Two people were arrested on Sunday on suspicion of attempting to start a fire near the botanical garden, but were later released after police said they did not have enough evidence. Authorities said they would enforce nighttime curfews as they continue their investigation and recovery from the fires.

High temperatures and dry conditions prior to the fires created dangerous conditions in Chile. The cyclical climate phenomenon known as El Niño has contributed to heat and drought in parts of South Americaand global climate change has also broadly increased temperatures.

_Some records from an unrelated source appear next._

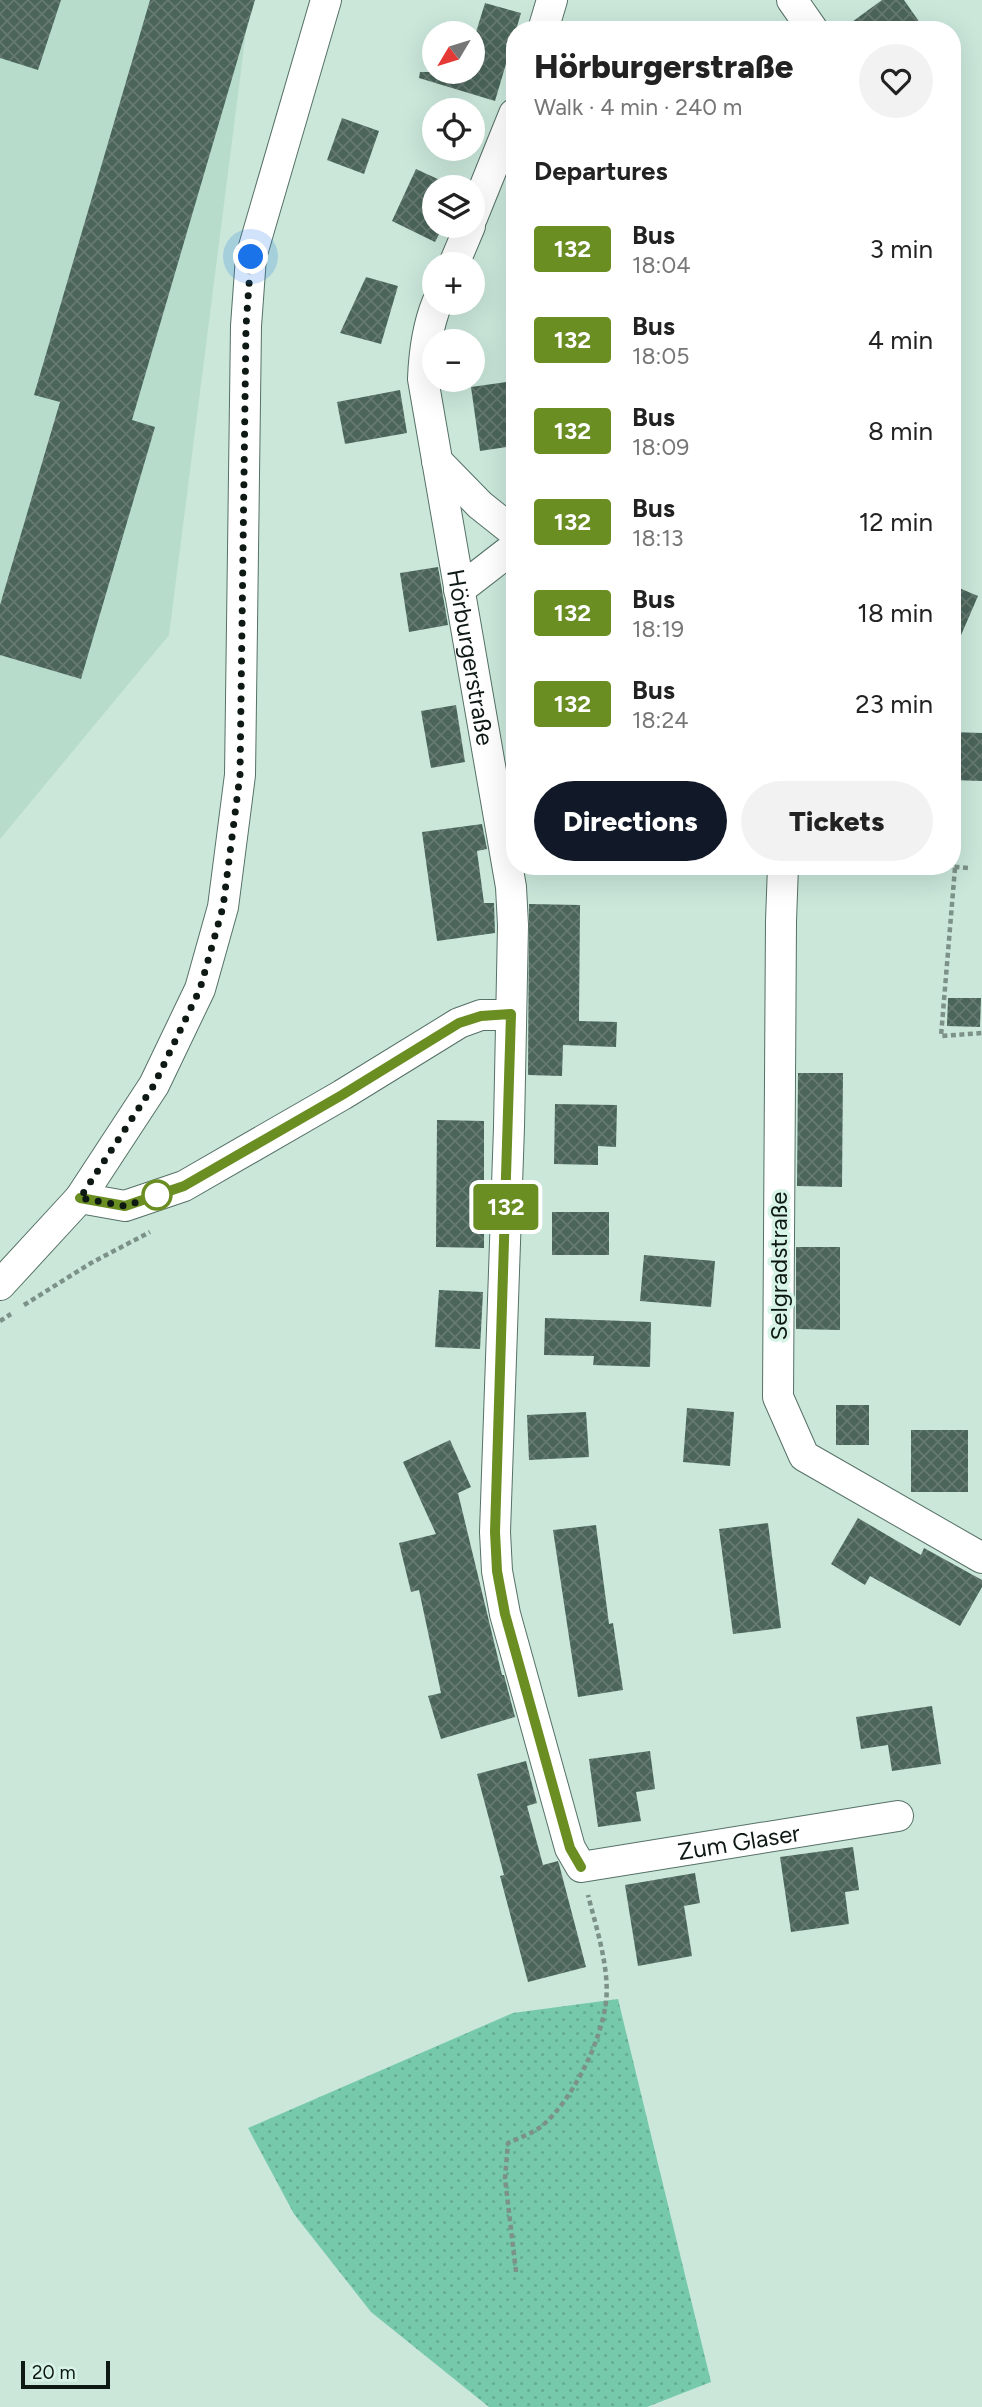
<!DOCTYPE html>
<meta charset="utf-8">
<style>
body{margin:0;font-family:Figtree,sans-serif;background:#f2f2f2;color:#222;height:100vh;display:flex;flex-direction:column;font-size:26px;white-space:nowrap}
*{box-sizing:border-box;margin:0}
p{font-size:23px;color:#767676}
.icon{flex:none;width:38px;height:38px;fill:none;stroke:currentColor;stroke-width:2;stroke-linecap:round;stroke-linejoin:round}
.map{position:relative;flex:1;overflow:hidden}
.side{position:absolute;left:506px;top:21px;width:455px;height:854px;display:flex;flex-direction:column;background:#fff;border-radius:28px;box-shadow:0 7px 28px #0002}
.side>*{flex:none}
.badge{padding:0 14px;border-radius:5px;font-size:24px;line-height:46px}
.needle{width:46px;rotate:232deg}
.fabs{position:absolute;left:422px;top:21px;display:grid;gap:14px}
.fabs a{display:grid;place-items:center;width:63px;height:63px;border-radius:50%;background:#fff;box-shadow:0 7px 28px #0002;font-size:35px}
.scale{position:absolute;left:21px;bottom:18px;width:89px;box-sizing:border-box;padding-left:7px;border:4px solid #0e1914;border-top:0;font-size:19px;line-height:24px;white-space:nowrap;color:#0e1914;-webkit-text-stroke:5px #d7f4e7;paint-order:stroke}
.you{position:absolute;width:35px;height:35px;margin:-18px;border:5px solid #fff;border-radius:50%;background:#1a73e8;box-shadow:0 0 0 10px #1a73e833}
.map>.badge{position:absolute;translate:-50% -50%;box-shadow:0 0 0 4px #fff}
h2{padding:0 28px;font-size:26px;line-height:63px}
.round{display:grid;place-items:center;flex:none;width:74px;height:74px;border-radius:37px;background:#f2f2f2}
.summary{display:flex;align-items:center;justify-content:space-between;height:119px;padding:0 28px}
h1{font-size:33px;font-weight:800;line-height:52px}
.action{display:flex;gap:14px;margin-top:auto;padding:14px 28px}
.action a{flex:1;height:80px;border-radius:42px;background:#111827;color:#fff;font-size:28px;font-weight:800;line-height:80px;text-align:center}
.action a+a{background:#f2f2f2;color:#222}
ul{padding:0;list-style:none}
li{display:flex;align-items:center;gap:21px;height:91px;padding:0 28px}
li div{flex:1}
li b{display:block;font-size:26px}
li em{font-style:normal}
li .badge{min-width:77px;font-weight:700;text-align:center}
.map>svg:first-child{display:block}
.built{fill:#b7dccc}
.green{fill:url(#green-dots)}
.building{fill:url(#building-cross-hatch)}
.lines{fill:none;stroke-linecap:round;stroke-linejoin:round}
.street-casing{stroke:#567166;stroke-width:32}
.path{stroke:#7c9288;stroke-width:4.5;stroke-dasharray:5 3.5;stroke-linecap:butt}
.street{stroke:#fff;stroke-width:30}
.line-casing{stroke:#fff;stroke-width:16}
.line{stroke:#6b8e23;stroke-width:10}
.walk{stroke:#0e1914;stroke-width:7;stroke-dasharray:0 12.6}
.stop-dot{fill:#fff;stroke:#6b8e23;stroke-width:3.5}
.labels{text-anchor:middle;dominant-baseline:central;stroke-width:7;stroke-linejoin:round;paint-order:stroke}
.street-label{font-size:24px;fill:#0e1914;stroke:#d7f4e7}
</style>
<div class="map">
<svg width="982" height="2407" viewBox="0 0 982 2407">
<defs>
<pattern id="green-dots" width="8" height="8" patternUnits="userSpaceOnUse" patternTransform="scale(1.75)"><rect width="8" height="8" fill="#76caab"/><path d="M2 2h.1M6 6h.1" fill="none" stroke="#65ad92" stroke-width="1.8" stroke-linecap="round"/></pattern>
<pattern id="building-cross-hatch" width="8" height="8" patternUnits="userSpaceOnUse" patternTransform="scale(1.75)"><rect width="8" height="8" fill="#4b655b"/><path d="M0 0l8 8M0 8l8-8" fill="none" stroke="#667a72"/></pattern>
</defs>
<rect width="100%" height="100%" fill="#cae7da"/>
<path class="built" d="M0,0H250L169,635L0,839Z"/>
<path class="green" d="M618,1999L711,2382L647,2407H489L371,2312L294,2214L248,2128L513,2013Z"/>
<g class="building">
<path d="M0,0H61L38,70L0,58Z"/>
<path d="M150,0H255L132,420L155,427L81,679L0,655V605L60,402L34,395Z"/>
<path d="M882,0H904L925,30H841Z"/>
<path d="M485,3L521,13L495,101L419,78L420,72H472V45Z"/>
<path d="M342,118L379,131L364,174L327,160Z"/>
<path d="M416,169L455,187H434V226H443L435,242L392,221Z"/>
<path d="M366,277L398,286L381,344L340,333Z"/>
<path d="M514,381V446L480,451L471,387Z"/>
<path d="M400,390L407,433L345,444L337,402Z"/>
<path d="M438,567L448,625L409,632L400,573Z"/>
<path d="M952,585L978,596L952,656Z"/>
<path d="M456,705L465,762L431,768L421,711Z"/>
<path d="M952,732L982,733V781L952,780Z"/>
<path d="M482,824L487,849L477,851L484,903H494L495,933L437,941L422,832Z"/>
<path d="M529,904L580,905L579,1021L617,1022L616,1047L563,1045L562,1076L528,1075Z"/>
<path d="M948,998H981L980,1027L947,1026Z"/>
<path d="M798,1073H843L842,1187L797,1186Z"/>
<path d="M555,1104L617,1105L616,1147L598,1146V1165L554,1164Z"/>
<path d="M437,1120L484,1121V1248L436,1247Z"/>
<rect x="552" y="1212" width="57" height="43"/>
<path d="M796,1247H840V1330L796,1329Z"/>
<path d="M644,1255L715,1261L711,1307L640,1301Z"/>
<path d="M439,1290L483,1292L480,1349L435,1347Z"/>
<path d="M545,1318L651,1322L650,1367L593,1365L594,1356L544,1355Z"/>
<rect x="836" y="1405" width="33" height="40"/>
<path d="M687,1408L734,1412L730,1466L683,1462Z"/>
<path d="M586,1412L589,1457L529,1460L527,1415Z"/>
<rect x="911" y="1430" width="57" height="62"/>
<path d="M450,1440L471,1487L458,1493L502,1675H504L515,1717L441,1739L428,1696L441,1693L419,1590L411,1592L399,1543L436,1534L403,1462Z"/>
<path d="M858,1518L921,1555L924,1548L982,1580V1587L960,1626L870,1576L865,1585L831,1564Z"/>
<path d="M768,1523L781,1628L733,1634L719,1529Z"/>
<path d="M596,1525L609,1624L613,1623L623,1690L578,1697L553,1530Z"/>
<path d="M932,1706L941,1764L892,1771L888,1745L861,1749L856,1717Z"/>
<path d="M650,1751L655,1789L636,1792L641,1821L598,1827L589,1759Z"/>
<path d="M526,1761L537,1803L527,1806L543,1865L558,1861L559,1864L586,1967L528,1982L500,1876L504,1875L477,1774Z"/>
<path d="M853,1847L859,1890L845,1892L849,1924L791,1932L780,1857Z"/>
<path d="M695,1873L700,1903L684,1906L692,1956L638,1966L625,1885Z"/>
</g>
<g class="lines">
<g class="street-casing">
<g id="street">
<path d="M792,0L813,30"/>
<path d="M543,30L552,0"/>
<path d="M472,218L514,114"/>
<path d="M454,264L470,226"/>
<path id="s1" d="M437,303C427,328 424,352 423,379L511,887L513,925L509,1127L495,1532L497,1571L505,1614L570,1848L581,1867L898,1816"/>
<path d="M437,461L480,505L514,532"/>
<path d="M459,590L508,552H514"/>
<path d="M783,866L781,921L778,1397L804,1456L982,1558"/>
<path d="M80,1198L125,1206L184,1186L342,1095L459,1023L481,1015H511"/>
<path d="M0,1285L80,1198L154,1085L200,989L223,907L240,775L246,326L251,257L326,0"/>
</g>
</g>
<g class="path">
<path d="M946,866L969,868"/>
<path d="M955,868L941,1036L982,1033"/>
<path d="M24,1305L91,1263L150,1232"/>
<path d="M0,1321L11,1314"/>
<path d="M516,2272L505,2178L508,2143C519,2138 533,2133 542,2126C573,2099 601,2042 606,2002C610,1969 596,1927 588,1895"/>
</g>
<use href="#street" class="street"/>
</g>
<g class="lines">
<g class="line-casing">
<path id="line" d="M80,1198L125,1206L184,1186L342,1095L459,1023L481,1016L511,1014L495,1532L497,1571L505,1614L570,1848L581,1867"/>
</g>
<use href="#line" class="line"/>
<path class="walk" d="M157,1195L164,1193L125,1206L80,1198L154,1085L200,989L223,907L240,775L246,326L251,257"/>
</g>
<circle class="stop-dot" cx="157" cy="1195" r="14"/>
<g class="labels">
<g class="street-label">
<text stroke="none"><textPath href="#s1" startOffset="360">Hörburgerstraße</textPath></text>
<text transform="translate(778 1266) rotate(-90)">Selgradstraße</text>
<text stroke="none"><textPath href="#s1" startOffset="1746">Zum Glaser</textPath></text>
</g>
</g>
</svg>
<div class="fabs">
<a><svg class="needle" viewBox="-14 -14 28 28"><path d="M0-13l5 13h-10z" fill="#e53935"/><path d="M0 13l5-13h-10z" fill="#767676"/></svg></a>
<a><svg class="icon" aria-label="locate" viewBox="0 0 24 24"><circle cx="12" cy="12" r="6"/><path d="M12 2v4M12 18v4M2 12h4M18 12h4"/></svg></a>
<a><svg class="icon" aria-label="layers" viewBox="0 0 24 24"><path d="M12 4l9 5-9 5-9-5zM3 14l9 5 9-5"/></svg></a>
<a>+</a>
<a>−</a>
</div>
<div class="scale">20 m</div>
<div class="you" style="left:251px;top:257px"></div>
<b class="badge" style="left:506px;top:1207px;background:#6b8e23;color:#fff">132</b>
<section class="side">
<div class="summary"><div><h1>Hörburgerstraße</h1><p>Walk · 4 min · 240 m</p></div><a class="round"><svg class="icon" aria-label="heart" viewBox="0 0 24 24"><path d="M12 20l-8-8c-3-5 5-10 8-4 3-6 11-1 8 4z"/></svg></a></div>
<h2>Departures</h2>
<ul>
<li><span class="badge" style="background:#6b8e23;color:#fff">132</span><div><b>Bus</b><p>18:04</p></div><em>3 min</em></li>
<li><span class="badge" style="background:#6b8e23;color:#fff">132</span><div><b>Bus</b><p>18:05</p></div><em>4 min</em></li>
<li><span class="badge" style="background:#6b8e23;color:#fff">132</span><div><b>Bus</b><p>18:09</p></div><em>8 min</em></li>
<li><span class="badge" style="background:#6b8e23;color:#fff">132</span><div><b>Bus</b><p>18:13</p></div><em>12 min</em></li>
<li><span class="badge" style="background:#6b8e23;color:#fff">132</span><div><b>Bus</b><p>18:19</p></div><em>18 min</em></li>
<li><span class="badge" style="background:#6b8e23;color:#fff">132</span><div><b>Bus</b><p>18:24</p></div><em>23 min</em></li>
</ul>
<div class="action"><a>Directions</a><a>Tickets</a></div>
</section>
</div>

Strong winds on Friday caused the fires to spread quickly, catching authorities by surprise and trapping many people as they tried to escape hillside settlements. On Monday, the fire brigade had largely brought the fire under control.

At the botanical garden, smoke from burned eucalyptus forests still hung in the air as workers used chainsaws to cut down fallen trees and helicopters flew overhead with huge buckets of water. Mr. Peirano was clearly saddened, calling the charred gardens behind him “a treasure for the Chileans,” but he was also determined that the forest would grow back.

“The native plants will bloom again, but we will need rain, and we won't get it until May,” he said. He added that some exotic species in the garden also survived the inferno the historic 150 year old banyan tree in Lahaina, Hawaii, which began emerging leaves just weeks after a wildfire destroyed much of the city.

The surviving plants included some of Rapa Nui's nearly extinct Sophora toromiro trees, as well as Ginkgo biloba trees from the park's “Garden of Peace,” which consists of plants that survived the atomic bombing in Hiroshima, Japan.

“They had the power to germinate after Hiroshima,” he said in a television interview on Monday. “Now they will have double the power if they overcome this stage, because the fire passed through them. The trees and what they represent will be twice as strong.”

Daniel Politi And Lisa Moriconi reporting contributed.